0
votes

I have a csv file that has two main cases

Case #1:

"surname, givenName, id#"

Case #2

"organizationName,, id#"

I'm doing a tokenize function to break up the file into document nodes on every carriage return.

<xsl:template match="/">
  <!-- tokenize on line endings -->
    <xsl:for-each select="str:tokenize(.,'&#13;&#10;')">
      <document>
        <xsl:apply-templates select="." mode="new-document" />
      </document>
    </xsl:for-each>
</xsl:template>

so I have this:

<document>"Don Jackson,,19001"</document>
<document>"Frederick Guitars,,ed55555,,,O"</document>
<document>"Frederick Guitars,,ed11111,,,O"</document>
<document>"A WILLIAMS,JONES THOMPSON,141212"</document>
<document>"A RANJI,ALENA,741152"</document>

Now, I need to create content nodes within the document nodes, but the name of the content nodes will depend on the structure of the document node. Basically if the text after the first comma is null (meaning you get ',,'), then the name of the first content node will be "Organization". Otherwise, the first content node will be called "surname" and the name of the second content node will be "givenName". Third node will be ID_num, regardless.

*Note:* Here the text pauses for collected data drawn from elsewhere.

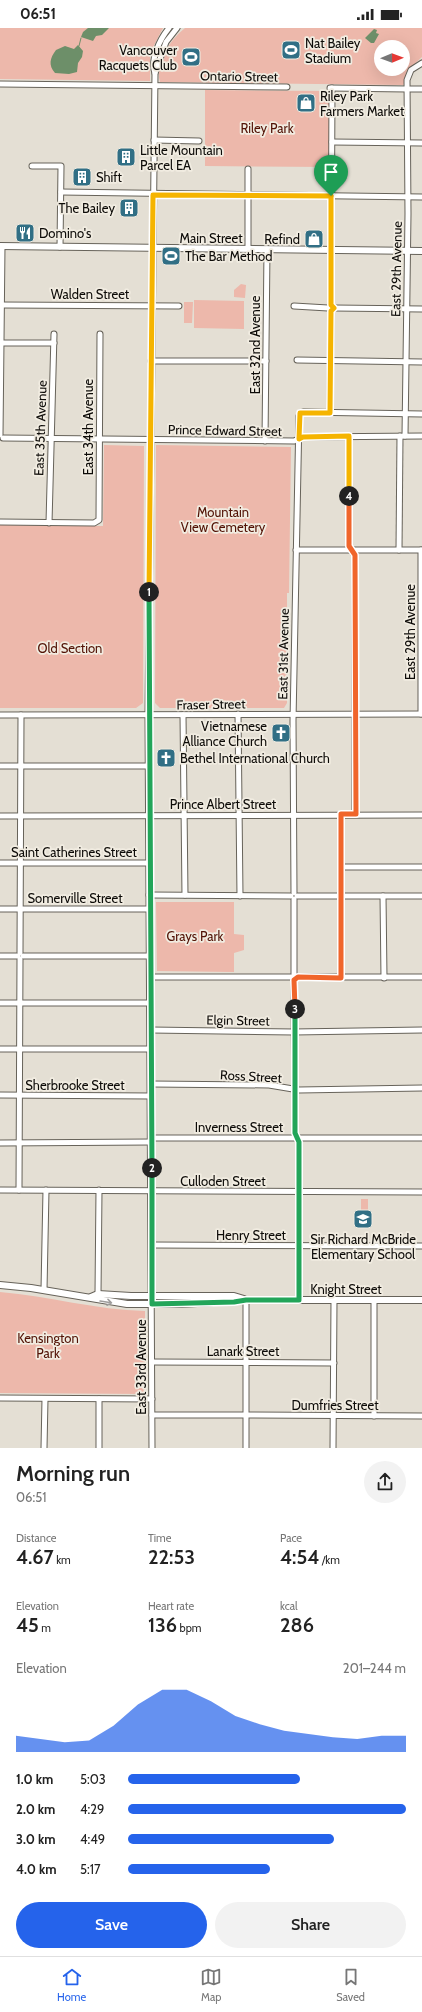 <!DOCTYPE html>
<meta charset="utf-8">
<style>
body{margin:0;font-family:Cabin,sans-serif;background:#f2f2f2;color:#222;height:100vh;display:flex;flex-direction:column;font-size:15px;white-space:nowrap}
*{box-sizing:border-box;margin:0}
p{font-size:13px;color:#767676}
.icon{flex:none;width:22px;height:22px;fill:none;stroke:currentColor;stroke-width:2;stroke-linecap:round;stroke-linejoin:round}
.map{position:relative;height:1420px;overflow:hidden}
.side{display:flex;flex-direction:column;background:#fff;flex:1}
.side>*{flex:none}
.needle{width:26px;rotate:89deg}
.tools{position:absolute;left:374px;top:12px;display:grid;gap:8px}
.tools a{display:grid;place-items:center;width:36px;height:36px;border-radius:50%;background:#fff;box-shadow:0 4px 16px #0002;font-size:20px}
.pin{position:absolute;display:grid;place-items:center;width:34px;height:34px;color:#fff;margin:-41px -17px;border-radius:50% 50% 50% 0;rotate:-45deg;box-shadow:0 0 4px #0007}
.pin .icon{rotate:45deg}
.km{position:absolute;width:20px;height:20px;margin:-10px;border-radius:50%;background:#222;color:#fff;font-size:11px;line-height:20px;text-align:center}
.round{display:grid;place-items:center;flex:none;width:42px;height:42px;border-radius:21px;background:#f2f2f2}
.head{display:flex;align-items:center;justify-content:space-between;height:68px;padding:0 16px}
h1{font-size:22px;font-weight:600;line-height:30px}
.stats{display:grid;grid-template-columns:repeat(3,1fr);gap:6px;height:68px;padding:4px 16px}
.stats div{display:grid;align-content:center}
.stats b{font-size:20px;font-weight:600}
.stats small{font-size:11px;font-weight:400}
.stats p{font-size:11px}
.chart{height:112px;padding:8px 16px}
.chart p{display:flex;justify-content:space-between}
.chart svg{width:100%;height:72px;margin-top:4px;fill:#2563eb;opacity:.7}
.action{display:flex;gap:8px;margin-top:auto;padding:8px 16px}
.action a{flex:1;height:46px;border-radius:24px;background:#2563eb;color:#fff;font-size:16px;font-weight:600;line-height:46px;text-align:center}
.action a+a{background:#f2f2f2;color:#222}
ul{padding:0 16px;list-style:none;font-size:13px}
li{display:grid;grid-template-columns:64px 48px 1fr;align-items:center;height:30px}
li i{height:10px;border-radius:5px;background:#2563eb}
.status{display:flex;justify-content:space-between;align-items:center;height:28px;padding:0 20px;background:#fff;direction:ltr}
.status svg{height:11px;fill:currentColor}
.tabs{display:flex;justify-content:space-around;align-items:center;height:56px;border-top:1px solid #e0e0e0;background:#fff;font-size:11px;color:#767676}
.tabs a{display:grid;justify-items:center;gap:2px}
.tabs .current{color:#2563eb}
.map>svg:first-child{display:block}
</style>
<div class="status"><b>06:51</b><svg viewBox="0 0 49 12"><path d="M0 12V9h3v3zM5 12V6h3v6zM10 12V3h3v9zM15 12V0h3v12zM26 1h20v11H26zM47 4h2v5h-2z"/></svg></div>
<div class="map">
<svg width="422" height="1420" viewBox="0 0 422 1420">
<rect width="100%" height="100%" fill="#e4dfd4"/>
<g fill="#edb8ab" fill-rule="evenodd">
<path d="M0,0H163L150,25V53L0,51Z"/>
<path d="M185,0H422V29L407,43L406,54L403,57L160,54C154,35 171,11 185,0ZM381,19H403V41H381Z"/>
<path d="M205,62L328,63L329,65V139L205,138Z"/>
<path d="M241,256L246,257L245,270L234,269V262Z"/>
<path d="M194,272L244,273V301L194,300Z"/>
<path d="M184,274H193L192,295H184Z"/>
<path d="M104,417L144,418L143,675L136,680H0V497L103,498Z"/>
<path d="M156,417L291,419L289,565H287V675L284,680H160L155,675Z"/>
<path d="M156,874H234V906L244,907V922L234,925V944L157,943Z"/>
<path d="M361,1171H368V1188H365L361,1182Z"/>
<path d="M0,1264C49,1268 96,1282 145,1283V1366L0,1365Z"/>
</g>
<g fill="#6d8f69">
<path d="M88,0H109L102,7L96,8L93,13L81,9L83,4Z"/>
<path d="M374,1L377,2L376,5L379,6L374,15H371L365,10Z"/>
<path d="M78,17L83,23L82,29L78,35L77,44L69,46L55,45C48,37 50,30 56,22L65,18L74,21Z"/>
</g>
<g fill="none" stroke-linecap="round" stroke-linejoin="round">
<path stroke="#6d8f69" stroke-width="1" d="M79,18L81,10"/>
<defs>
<g id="minor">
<path d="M155,45L166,14L177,0"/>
<path d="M0,56L287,59"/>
<path d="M330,60L407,61"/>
<path d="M410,61H422"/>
<path d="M154,112L199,113"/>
<path d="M332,114L422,115"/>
<path d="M32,138H61L60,219"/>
<path d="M248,141V221"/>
<path d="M61,164L422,169"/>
<path d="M2,277L179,278"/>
<path d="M331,277L332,60"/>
<path d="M294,278L328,280"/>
<path d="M334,280L422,281"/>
<path d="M1,315H54"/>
<path d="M297,332L422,334"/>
<path d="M151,333H266"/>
<path d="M330,385L331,283"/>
<path d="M0,407L2,218"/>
<path d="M349,408V518L355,528V786"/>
<path d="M405,408L408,186L407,52L411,42L422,35"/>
<path d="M3,410L294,413L303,409L422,408"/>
<path d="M265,413L267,221"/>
<path d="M0,494L94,495L99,492L100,306"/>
<path d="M49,495L54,306"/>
<path d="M296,522H422"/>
<path d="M399,522L400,408"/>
<path d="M421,522V686"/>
<path d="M238,686L240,868"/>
<path d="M0,687L422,686"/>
<path d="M183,687L185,867"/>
<path d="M0,738H148"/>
<path d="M341,786V950"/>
<path d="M0,788L422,787"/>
<path d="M0,835H149"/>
<path d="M341,839H422"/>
<path d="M294,865L293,693L299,388L300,385L304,384L422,386"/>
<path d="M149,867L291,868"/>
<path d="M297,868H422"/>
<path d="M383,868L384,950"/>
<path d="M294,871V946"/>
<path d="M0,881H149"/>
<path d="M20,925L21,687"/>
<path d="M0,928H18"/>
<path d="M23,928H150"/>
<path d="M150,949H292"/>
<path d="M297,949H422"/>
<path d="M294,952L295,1105L299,1114V1272"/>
<path d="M0,975H150"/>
<path d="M151,1002L294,1004L422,1002"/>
<path d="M0,1021H151"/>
<path d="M151,1056L269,1057L299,1062L422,1060"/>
<path d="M0,1067L151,1068"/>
<path d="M151,1110H422"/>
<path d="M0,1115L151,1114"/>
<path d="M0,1162L422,1164"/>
<path d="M19,1162L20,931"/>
<path d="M152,1217L422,1218"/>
<path d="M44,1262L46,1162"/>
<path d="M98,1266L99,1162"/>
<path d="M246,1272V1385"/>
<path d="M152,1334L334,1335"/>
<path d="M0,1370L152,1371"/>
<path d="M99,1371V1420"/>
<path d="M152,1387H244"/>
<path d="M248,1387L422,1388"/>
<path d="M374,1388V1272"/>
<path d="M44,1420L45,1371"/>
<path d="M152,1420L148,687L155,45C150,31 160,11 169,0"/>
<path d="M246,1420V1389"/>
<path d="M333,1420L334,1272"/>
</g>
<g id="major">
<path d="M0,218L422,223"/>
<path d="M0,1257L31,1260L127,1276H181L246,1272H422"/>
<path d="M91,1269L98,1266L131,1268H234L244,1271"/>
</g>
</defs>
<use href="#minor" stroke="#67635a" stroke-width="7"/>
<use href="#major" stroke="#67635a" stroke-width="8"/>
<use href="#minor" stroke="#fff" stroke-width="5"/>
<use href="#major" stroke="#fff" stroke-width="6"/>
</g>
<defs><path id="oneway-shaft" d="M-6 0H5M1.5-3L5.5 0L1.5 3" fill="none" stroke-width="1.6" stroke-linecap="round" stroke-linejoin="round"/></defs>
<use stroke="#9e9d9c" href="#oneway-shaft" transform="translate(106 1274) rotate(9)"/>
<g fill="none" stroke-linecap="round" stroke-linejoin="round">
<defs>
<path id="split-1" d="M149,564L153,167L331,168"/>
<path id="split-2" d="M149,564L152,1140"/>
<path id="split-3" d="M152,1140V1276L234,1274L246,1272H299V1114L295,1105V981"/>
<path id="split-4" d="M295,981L294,952L298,949L341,950V786H356L355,527L349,518V468"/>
<path id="split-5" d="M331,168V277L334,280L331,283L330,385H300L299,411L303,409L349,408V468"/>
</defs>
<use href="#split-1" stroke="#fff" stroke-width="8"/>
<use href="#split-2" stroke="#fff" stroke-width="8"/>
<use href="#split-3" stroke="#fff" stroke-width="8"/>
<use href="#split-4" stroke="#fff" stroke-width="8"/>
<use href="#split-5" stroke="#fff" stroke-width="8"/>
<use href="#split-1" stroke="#f5b400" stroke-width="5"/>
<use href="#split-2" stroke="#22a559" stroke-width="5"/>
<use href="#split-3" stroke="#22a559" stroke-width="5"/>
<use href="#split-4" stroke="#f0652b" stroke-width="5"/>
<use href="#split-5" stroke="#f5b400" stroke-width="5"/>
</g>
<defs>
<symbol id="stadium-square" viewBox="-11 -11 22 22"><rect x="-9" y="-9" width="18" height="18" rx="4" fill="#316f85" stroke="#f1ece1"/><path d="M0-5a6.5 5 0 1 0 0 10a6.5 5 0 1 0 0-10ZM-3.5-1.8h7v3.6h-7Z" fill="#fff"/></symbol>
<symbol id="shop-square" viewBox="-11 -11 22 22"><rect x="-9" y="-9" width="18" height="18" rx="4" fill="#316f85" stroke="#f1ece1"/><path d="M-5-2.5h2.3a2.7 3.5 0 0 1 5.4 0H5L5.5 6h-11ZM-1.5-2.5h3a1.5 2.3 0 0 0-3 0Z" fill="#fff"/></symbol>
<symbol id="building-square" viewBox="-11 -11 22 22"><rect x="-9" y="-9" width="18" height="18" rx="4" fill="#316f85" stroke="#f1ece1"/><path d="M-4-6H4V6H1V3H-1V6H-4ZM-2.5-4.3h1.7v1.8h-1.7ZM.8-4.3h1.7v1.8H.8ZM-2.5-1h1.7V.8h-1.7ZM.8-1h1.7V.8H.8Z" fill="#fff"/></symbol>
<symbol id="restaurant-square" viewBox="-11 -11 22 22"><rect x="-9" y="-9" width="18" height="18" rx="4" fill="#316f85" stroke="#f1ece1"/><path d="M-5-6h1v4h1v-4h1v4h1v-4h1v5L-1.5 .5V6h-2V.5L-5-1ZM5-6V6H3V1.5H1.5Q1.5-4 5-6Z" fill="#fff"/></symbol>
<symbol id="church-square" viewBox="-11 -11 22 22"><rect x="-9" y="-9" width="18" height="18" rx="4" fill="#316f85" stroke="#f1ece1"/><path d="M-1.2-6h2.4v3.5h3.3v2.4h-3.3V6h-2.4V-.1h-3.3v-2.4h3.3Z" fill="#fff"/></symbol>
<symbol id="school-square" viewBox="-11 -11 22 22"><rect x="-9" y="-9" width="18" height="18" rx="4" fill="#316f85" stroke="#f1ece1"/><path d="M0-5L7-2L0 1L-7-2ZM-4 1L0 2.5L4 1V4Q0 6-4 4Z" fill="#fff"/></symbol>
</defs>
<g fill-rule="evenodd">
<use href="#stadium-square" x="280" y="11" width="22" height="22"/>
<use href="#stadium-square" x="180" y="18" width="22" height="22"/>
<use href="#shop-square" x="295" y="64" width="22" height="22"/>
<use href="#building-square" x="115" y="118" width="22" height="22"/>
<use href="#building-square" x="71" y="138" width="22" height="22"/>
<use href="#building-square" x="118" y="169" width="22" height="22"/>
<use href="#restaurant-square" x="14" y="194" width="22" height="22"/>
<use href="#shop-square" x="303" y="200" width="22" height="22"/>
<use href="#stadium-square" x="160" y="217" width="22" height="22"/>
<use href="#church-square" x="270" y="694" width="22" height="22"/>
<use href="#church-square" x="155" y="719" width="22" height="22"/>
<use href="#school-square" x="352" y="1180" width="22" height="22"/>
</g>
<g text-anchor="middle" stroke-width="3.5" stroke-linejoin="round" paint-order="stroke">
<g font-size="13" fill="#0d0b08" stroke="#f1ece1" text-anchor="start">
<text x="305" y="20">Nat Bailey<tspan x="305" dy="15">Stadium</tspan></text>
<text x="177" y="27" text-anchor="end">Vancouver<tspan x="177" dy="15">Racquets Club</tspan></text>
<text x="320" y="73">Riley Park<tspan x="320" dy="15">Farmers Market</tspan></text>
<text x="140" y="127">Little Mountain<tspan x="140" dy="15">Parcel EA</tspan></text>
<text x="96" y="154">Shift</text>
<text x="115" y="185" text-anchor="end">The Bailey</text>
<text x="39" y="210">Domino's</text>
<text x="300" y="216" text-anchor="end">Refind</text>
<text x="185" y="233">The Bar Method</text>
<text x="267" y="703" text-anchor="end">Vietnamese<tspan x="267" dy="15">Alliance Church</tspan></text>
<text x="180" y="735">Bethel International Church</text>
<text x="363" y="1216" text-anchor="middle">Sir Richard McBride<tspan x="363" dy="15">Elementary School</tspan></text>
</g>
<g font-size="13" fill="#0d0b08" stroke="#f1ece1">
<text transform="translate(239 48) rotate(1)" y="5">Ontario Street</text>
<text x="211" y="215">Main Street</text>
<text transform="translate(396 241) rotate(-89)" y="5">East 29th Avenue</text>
<text x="90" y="271">Walden Street</text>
<text transform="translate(255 317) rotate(-90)" y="5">East 32nd Avenue</text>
<text transform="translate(88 399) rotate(-90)" y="5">East 34th Avenue</text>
<text transform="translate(40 400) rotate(-88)" y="5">East 35th Avenue</text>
<text transform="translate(225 402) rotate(1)" y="5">Prince Edward Street</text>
<text transform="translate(410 604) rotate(-90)" y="5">East 29th Avenue</text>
<text transform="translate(283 626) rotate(-89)" y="5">East 31st Avenue</text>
<text transform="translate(211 676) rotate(-1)" y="5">Fraser Street</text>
<text x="223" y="781">Prince Albert Street</text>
<text x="74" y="829">Saint Catherines Street</text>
<text x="75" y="875">Somerville Street</text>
<text transform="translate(238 992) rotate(1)" y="5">Elgin Street</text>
<text transform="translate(251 1048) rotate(3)" y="5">Ross Street</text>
<text x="75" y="1062">Sherbrooke Street</text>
<text x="239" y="1104">Inverness Street</text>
<text x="223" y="1158">Culloden Street</text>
<text x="251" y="1212">Henry Street</text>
<text x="346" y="1266">Knight Street</text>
<text x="243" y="1328">Lanark Street</text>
<text transform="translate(141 1339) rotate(-90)" y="5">East 33rd Avenue</text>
<text x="335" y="1382">Dumfries Street</text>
</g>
<g font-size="13" fill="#521205" stroke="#f1ece1">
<text x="267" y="105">Riley Park</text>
<text x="223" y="489">Mountain<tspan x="223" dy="15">View Cemetery</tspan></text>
<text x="70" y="625">Old Section</text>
<text x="195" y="913">Grays Park</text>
<text x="48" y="1315">Kensington<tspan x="48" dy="15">Park</tspan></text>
</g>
</g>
</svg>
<div class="tools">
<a><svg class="needle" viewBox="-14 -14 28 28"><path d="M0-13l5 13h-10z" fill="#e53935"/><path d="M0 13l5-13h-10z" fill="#767676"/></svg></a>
</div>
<div class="pin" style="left:331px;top:168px;background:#1e9e55"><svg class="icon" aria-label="arrive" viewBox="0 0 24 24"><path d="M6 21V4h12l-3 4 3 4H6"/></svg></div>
<b class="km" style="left:149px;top:564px">1</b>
<b class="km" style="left:152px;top:1140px">2</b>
<b class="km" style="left:295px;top:981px">3</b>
<b class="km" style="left:349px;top:468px">4</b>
</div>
<section class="side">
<div class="head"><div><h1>Morning run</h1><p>06:51</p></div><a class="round"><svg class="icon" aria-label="share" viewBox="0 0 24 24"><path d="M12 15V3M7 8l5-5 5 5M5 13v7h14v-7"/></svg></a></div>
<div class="stats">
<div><p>Distance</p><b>4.67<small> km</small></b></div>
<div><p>Time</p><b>22:53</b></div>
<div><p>Pace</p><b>4:54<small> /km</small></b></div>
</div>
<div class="stats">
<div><p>Elevation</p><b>45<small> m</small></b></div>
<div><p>Heart rate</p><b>136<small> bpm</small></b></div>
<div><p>kcal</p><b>286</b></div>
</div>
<div class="chart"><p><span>Elevation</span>201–244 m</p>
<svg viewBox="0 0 160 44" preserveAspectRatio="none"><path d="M0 44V34L10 36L20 38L30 37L40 28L50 15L60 6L70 6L80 13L90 22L100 27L110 31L120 33L130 35L140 36L150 34L160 34V44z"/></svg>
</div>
<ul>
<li><b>1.0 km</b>5:03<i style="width:62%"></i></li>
<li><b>2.0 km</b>4:29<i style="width:100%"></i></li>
<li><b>3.0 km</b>4:49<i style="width:74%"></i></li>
<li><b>4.0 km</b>5:17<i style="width:51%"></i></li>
</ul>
<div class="action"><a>Save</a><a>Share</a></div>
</section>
<nav class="tabs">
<a class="current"><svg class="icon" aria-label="home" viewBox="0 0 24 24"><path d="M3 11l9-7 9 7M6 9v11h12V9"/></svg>Home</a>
<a><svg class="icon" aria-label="map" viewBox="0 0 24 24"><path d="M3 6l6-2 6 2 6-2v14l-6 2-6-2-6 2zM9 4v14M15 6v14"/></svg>Map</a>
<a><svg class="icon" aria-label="saved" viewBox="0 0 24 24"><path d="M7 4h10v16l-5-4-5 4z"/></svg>Saved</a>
</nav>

It seems an xsl:choose should work here but I'm not sure how to implement it. Can someone provide some advice?

Thanks

1
by the way, the str:tokenize function is actually something application specific that uses the same functionality. I'm not sure if the 'str:tokenize' is formatted correctly, I just changed the name of the function that the application uses. - rally_point

1 Answers

0
votes

I mimicked however it is you get your data and then I show you below how to do the test you are asking about regarding distinguishing an organization from a person. I do note the test data does not appear to be correctly presenting surnames and given names.

t:\ftemp>type rally.xml 
<all>
<document>"Don Jackson,,19001"</document>
<document>"Frederick Guitars,,ed55555,,,O"</document>
<document>"Frederick Guitars,,ed11111,,,O"</document>
<document>"A WILLIAMS,JONES THOMPSON,141212"</document>
<document>"A RANJI,ALENA,741152"</document>
</all>
t:\ftemp>call xslt2 rally.xml rally.xsl 
<?xml version="1.0" encoding="UTF-8"?>
<document>
   <Organization>Don Jackson</Organization>
   <ID_num>19001</ID_num>
</document>
<document>
   <Organization>Frederick Guitars</Organization>
   <ID_num>ed55555</ID_num>
</document>
<document>
   <Organization>Frederick Guitars</Organization>
   <ID_num>ed11111</ID_num>
</document>
<document>
   <surname>A WILLIAMS</surname>
   <givenName>JONES THOMPSON</givenName>
   <ID_num>141212</ID_num>
</document>
<document>
   <surname>A RANJI</surname>
   <givenName>ALENA</givenName>
   <ID_num>741152</ID_num>
</document>

t:\ftemp>type rally.xsl 
<?xml version="1.0" encoding="US-ASCII"?>
<xsl:stylesheet xmlns:xsl="http://www.w3.org/1999/XSL/Transform"
                  xmlns:xsd="http://www.w3.org/2001/XMLSchema"
                exclude-result-prefixes="xsd"
                version="2.0">

<xsl:output indent="yes"/>

<xsl:template match="/">
  <xsl:for-each select="all/document/string(.)">
      <document>
        <!--old: <xsl:apply-templates select="." mode="new-document" /> -->
        <!--new:-->
        <xsl:variable name="parts" as="xsd:string*"
              select="tokenize(replace(.,'^&#x22;(.*)&#x22;$','$1'),',')"/>
        <xsl:choose>
          <xsl:when test="$parts[2]=''">
            <Organization><xsl:value-of select="$parts[1]"/></Organization>
            <ID_num><xsl:value-of select="$parts[3]"/></ID_num>
          </xsl:when>
          <xsl:otherwise>
            <surname><xsl:value-of select="$parts[1]"/></surname>
            <givenName><xsl:value-of select="$parts[2]"/></givenName>
            <ID_num><xsl:value-of select="$parts[3]"/></ID_num>
          </xsl:otherwise>
        </xsl:choose>
      </document>
  </xsl:for-each>
</xsl:template>

</xsl:stylesheet>

t:\ftemp>rem Done! 

Edited to include the id number element.